RECORDS FOR THIS TASK -
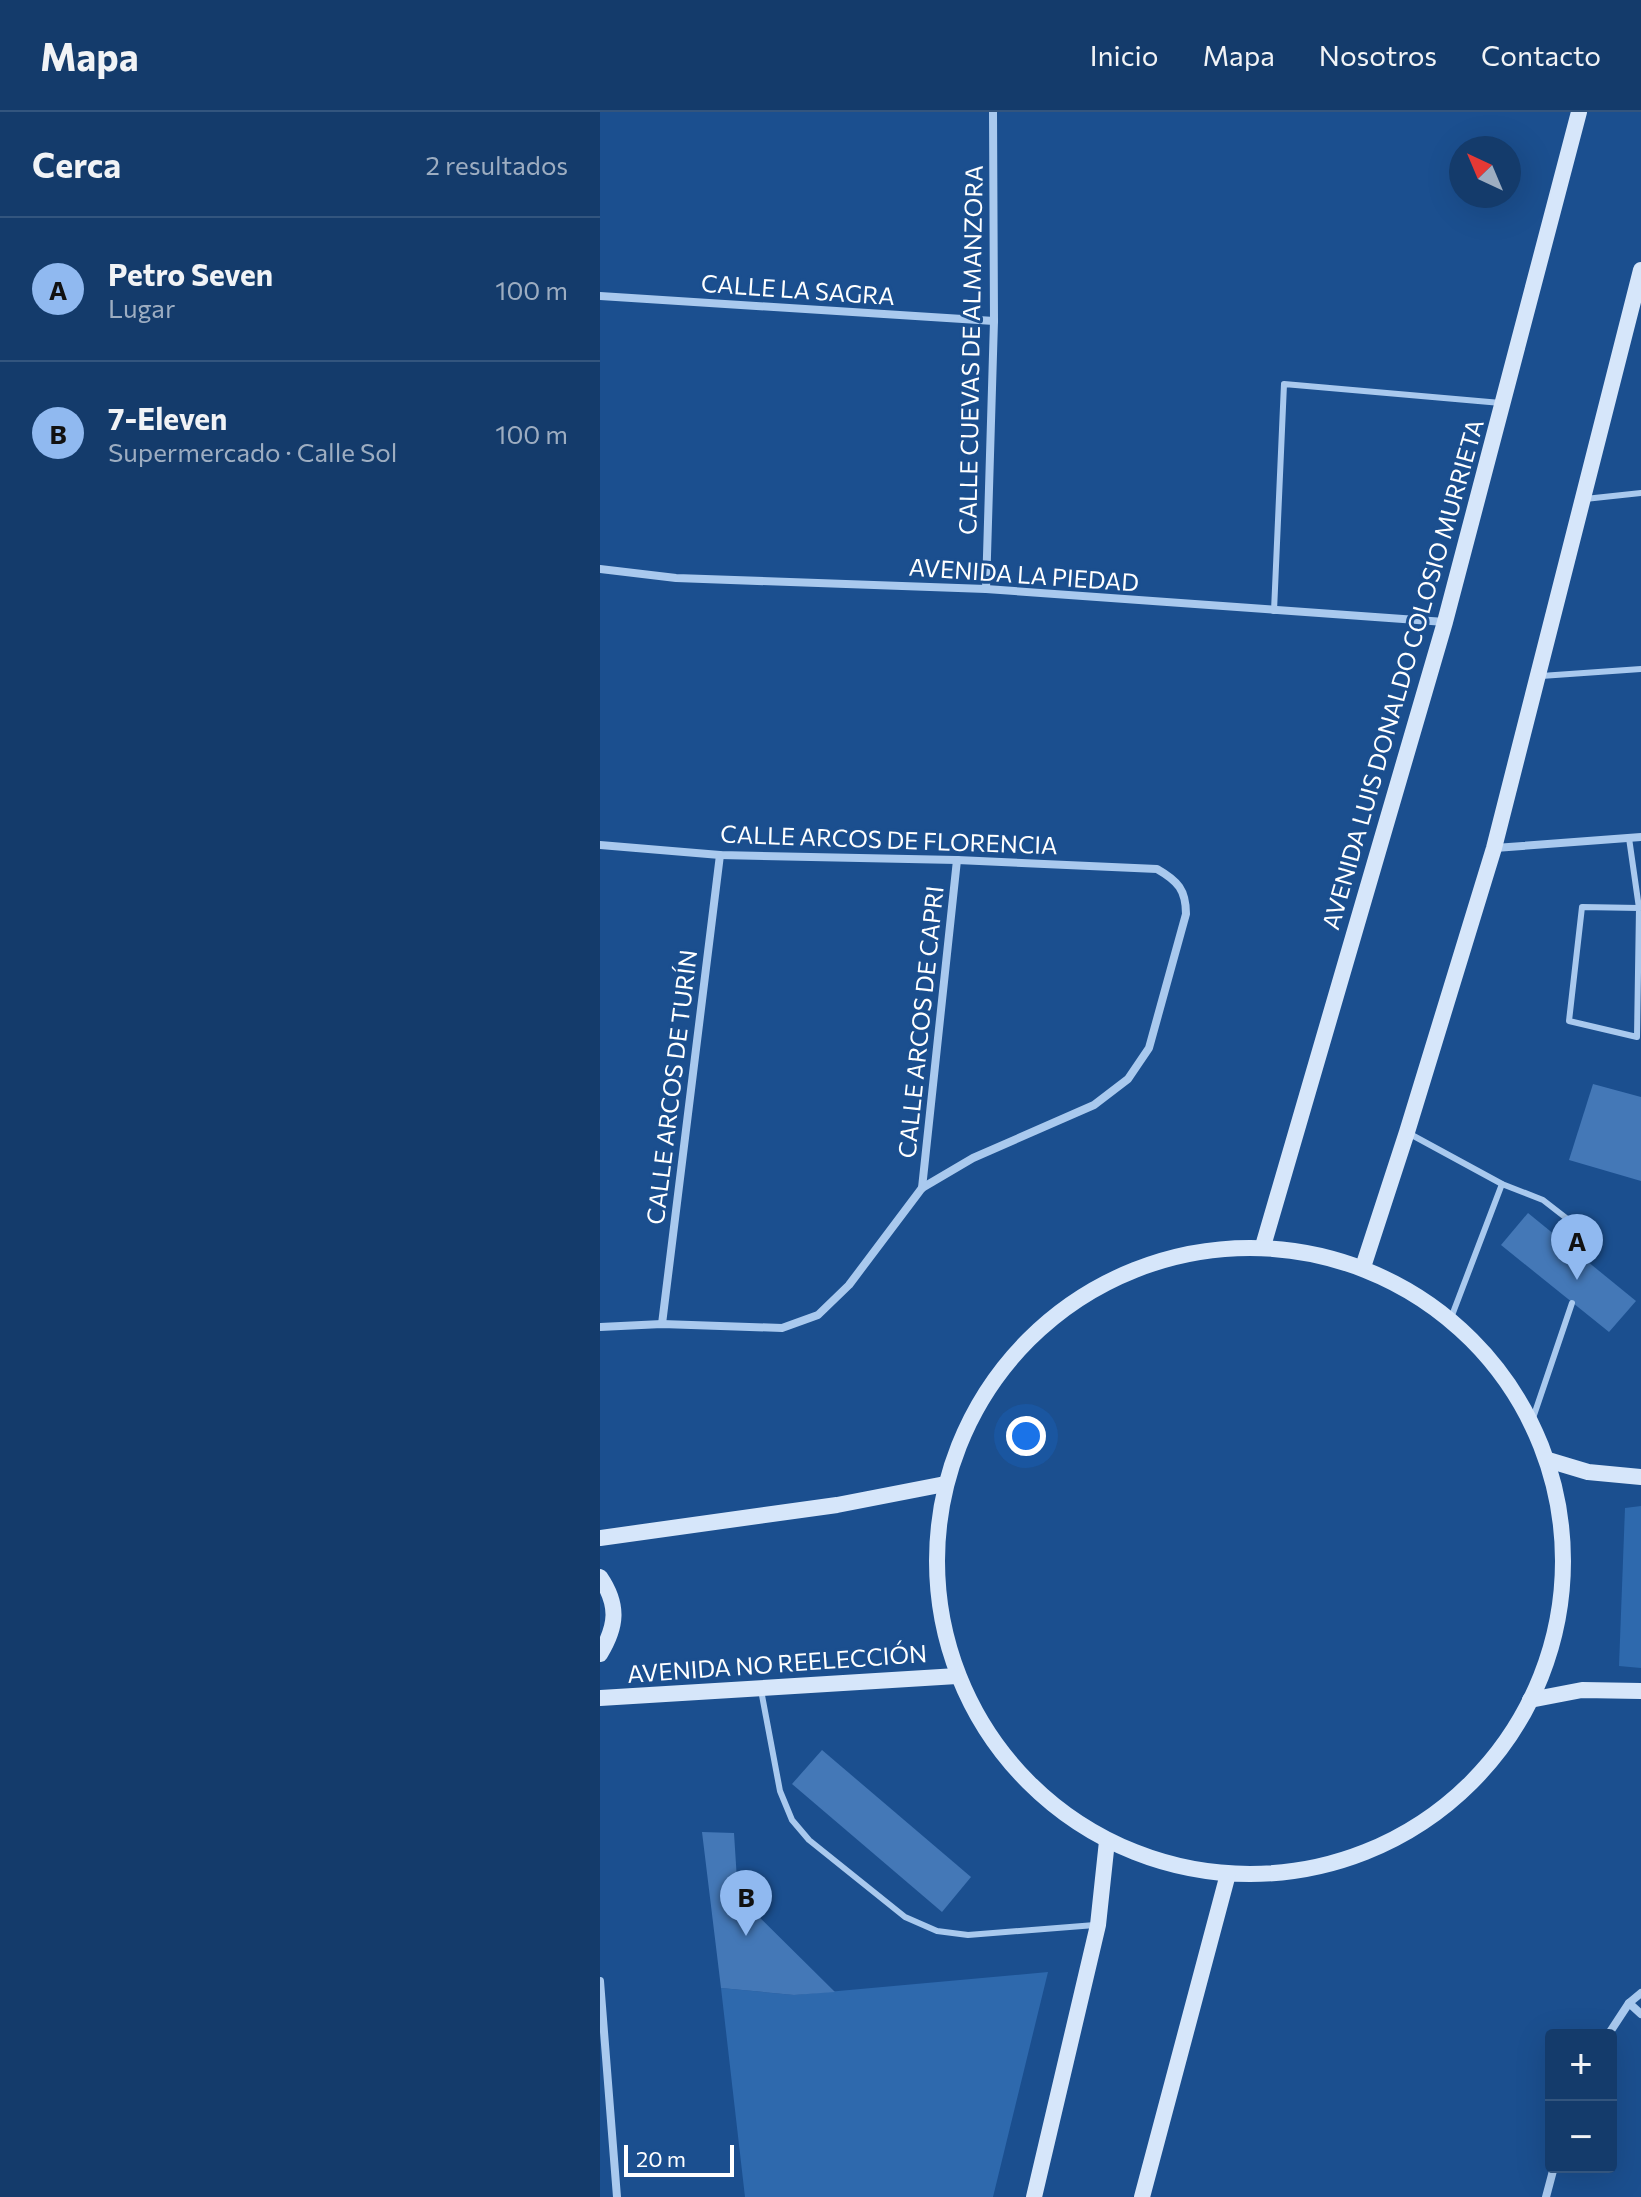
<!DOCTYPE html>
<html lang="es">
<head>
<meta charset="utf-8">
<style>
	:root { --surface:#143b6b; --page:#1d4271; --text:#f1f3f6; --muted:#9dadc1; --line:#33557e; --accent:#90b9f0 }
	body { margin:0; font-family:Commissioner,sans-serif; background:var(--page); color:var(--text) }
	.controls { position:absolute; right:24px; bottom:24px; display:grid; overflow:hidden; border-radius:8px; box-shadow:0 8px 32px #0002 }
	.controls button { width:72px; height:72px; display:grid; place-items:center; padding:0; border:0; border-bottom:2px solid var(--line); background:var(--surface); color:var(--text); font:40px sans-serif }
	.compass { position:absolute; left:849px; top:24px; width:72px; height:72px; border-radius:50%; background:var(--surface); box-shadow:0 8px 32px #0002; rotate:316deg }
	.scale { position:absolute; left:24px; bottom:20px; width:110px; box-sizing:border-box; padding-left:8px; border:4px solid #fff; border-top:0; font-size:22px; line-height:28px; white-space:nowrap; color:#fff; -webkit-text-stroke:6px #1b4f8f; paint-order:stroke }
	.you { position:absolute; left:426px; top:1324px; width:28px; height:28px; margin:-20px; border:6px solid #fff; border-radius:50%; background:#1a73e8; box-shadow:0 0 0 12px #1a73e833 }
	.badge { display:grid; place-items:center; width:52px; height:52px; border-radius:50%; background:var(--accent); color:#111; font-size:26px; font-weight:700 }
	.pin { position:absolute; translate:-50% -66px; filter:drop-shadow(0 2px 4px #0008) }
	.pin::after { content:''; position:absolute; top:42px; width:28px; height:24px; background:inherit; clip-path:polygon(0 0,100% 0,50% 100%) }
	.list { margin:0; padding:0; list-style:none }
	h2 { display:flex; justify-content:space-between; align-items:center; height:104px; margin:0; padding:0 32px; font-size:34px }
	h2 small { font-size:26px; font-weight:400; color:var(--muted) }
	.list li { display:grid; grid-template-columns:52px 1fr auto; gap:24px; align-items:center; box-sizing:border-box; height:144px; padding:0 32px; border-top:2px solid var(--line) }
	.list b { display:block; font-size:30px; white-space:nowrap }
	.list p { margin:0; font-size:26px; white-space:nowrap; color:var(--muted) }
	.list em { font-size:26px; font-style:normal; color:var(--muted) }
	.map { position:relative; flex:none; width:1041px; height:2085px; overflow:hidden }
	header { display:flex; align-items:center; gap:48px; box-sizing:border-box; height:112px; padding:0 40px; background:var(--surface); border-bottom:2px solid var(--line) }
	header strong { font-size:38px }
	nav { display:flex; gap:44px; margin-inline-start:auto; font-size:28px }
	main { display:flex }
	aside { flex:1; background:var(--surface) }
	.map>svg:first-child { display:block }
	.green { fill:#2e69ad }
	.building { fill:#4478b7 }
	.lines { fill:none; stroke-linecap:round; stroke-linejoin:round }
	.service { stroke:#a9c9ee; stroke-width:6 }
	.minor { stroke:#a9c9ee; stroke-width:8 }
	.secondary { stroke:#d6e6fa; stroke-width:16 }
	.labels { text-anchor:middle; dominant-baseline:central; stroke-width:6; stroke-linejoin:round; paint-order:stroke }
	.street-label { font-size:24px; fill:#fff; stroke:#1b4f8f }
</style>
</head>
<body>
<header>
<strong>Mapa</strong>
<nav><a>Inicio</a><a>Mapa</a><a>Nosotros</a><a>Contacto</a></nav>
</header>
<main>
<aside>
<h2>Cerca<small>2 resultados</small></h2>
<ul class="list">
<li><span class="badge">A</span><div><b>Petro Seven</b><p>Lugar</p></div><em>100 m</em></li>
<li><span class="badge">B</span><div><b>7-Eleven</b><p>Supermercado · Calle Sol</p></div><em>100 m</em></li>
</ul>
</aside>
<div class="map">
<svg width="1041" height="2085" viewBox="0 0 1041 2085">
	<rect width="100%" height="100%" fill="#1b4f8f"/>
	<g class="green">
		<path d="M1041,1394v162l-22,-2 6,-158z"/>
		<path d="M448,1860l-55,225h-248l-24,-209 73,7z"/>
	</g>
	<g class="building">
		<path d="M993,972l48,13v84l-72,-21z"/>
		<path d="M928,1101l108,88 -27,31 -108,-87z"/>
		<path d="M222,1638l149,127 -29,35 -150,-128z"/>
		<path d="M102,1720l32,1 4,63 97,96 -41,3 -73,-7z"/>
	</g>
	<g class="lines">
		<g class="service">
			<path d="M985,387l56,-6"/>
			<path d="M674,499l10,-227 217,19"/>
			<path d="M941,564l100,-7"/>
			<path d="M1029,726l10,70 -2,129 -68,-16 13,-114 57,1"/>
			<path d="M810,1022l92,50 41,16 27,21 12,17 2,21"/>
			<path d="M851,1206l51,-134"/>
			<path d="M932,1309l40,-118"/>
			<path d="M161,1578l19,101 12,29 17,20 96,77 32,14 31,4 127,-10"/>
		</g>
		<g class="minor">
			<path d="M0,184l394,25"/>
			<path d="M0,457l76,9 310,11 459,33"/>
			<path d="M386,477l8,-268 -1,-209"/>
			<path d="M0,733l120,10 237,5 200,9c21,12 29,21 29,45l-37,134 -21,31 -34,26 -121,53 -51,30 -73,97 -31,30 -36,13 -120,-4 -62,3"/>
			<path d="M895,736l146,-11"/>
			<path d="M322,1076l35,-328"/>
			<path d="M62,1212l58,-469"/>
			<path d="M0,1869l17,216"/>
			<path d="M1029,1891l12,11"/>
			<path d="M1008,1923l21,-32 12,-10"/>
			<path d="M946,2085l8,-30"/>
		</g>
		<g class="secondary">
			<path d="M663,1134l182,-624 134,-510"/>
			<circle cx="650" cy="1449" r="313"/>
			<path d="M763,1155l44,-135 87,-284 147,-578"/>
			<path d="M948,1348l40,12 53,5"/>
			<path d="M0,1426l237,-33 108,-21"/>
			<path d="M0,1465c19,28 17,49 0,77"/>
			<path d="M0,1586l357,-22"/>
			<path d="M930,1588l52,-10 59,1"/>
			<path d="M434,2085l64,-272 9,-84"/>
			<path d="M542,2085l86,-323"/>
		</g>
	</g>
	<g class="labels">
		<g class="street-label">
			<text transform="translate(198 177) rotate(4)">CALLE LA SAGRA</text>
			<text transform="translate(370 238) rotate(-89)">CALLE CUEVAS DE ALMANZORA</text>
			<text transform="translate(424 462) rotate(4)">AVENIDA LA PIEDAD</text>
			<text transform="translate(802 562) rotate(-74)">AVENIDA LUIS DONALDO COLOSIO MURRIETA</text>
			<text transform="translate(289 727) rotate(2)">CALLE ARCOS DE FLORENCIA</text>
			<text transform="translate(320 910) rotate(-84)">CALLE ARCOS DE CAPRI</text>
			<text transform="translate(71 975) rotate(-83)">CALLE ARCOS DE TURÍN</text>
			<text transform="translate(177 1551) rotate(-4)">AVENIDA NO REELECCIÓN</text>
		</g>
	</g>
</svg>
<div class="controls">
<button>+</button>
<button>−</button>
</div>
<svg class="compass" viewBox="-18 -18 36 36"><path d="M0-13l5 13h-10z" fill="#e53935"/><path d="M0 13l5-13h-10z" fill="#9dadc1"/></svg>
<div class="scale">20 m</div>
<div class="you"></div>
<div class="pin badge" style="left:977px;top:1168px">A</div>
<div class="pin badge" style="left:146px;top:1824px">B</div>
</div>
</main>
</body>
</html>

REQUIREMENT - Look above for the line containing "margin:0; padding:0; list-style:none" and the line containing "display:flex; align-items:center; gap:48px;". Transcribe both, with the lines between them, exactly.

OUTPUT FOR THIS EXERCISE -
	.list { margin:0; padding:0; list-style:none }
	h2 { display:flex; justify-content:space-between; align-items:center; height:104px; margin:0; padding:0 32px; font-size:34px }
	h2 small { font-size:26px; font-weight:400; color:var(--muted) }
	.list li { display:grid; grid-template-columns:52px 1fr auto; gap:24px; align-items:center; box-sizing:border-box; height:144px; padding:0 32px; border-top:2px solid var(--line) }
	.list b { display:block; font-size:30px; white-space:nowrap }
	.list p { margin:0; font-size:26px; white-space:nowrap; color:var(--muted) }
	.list em { font-size:26px; font-style:normal; color:var(--muted) }
	.map { position:relative; flex:none; width:1041px; height:2085px; overflow:hidden }
	header { display:flex; align-items:center; gap:48px; box-sizing:border-box; height:112px; padding:0 40px; background:var(--surface); border-bottom:2px solid var(--line) }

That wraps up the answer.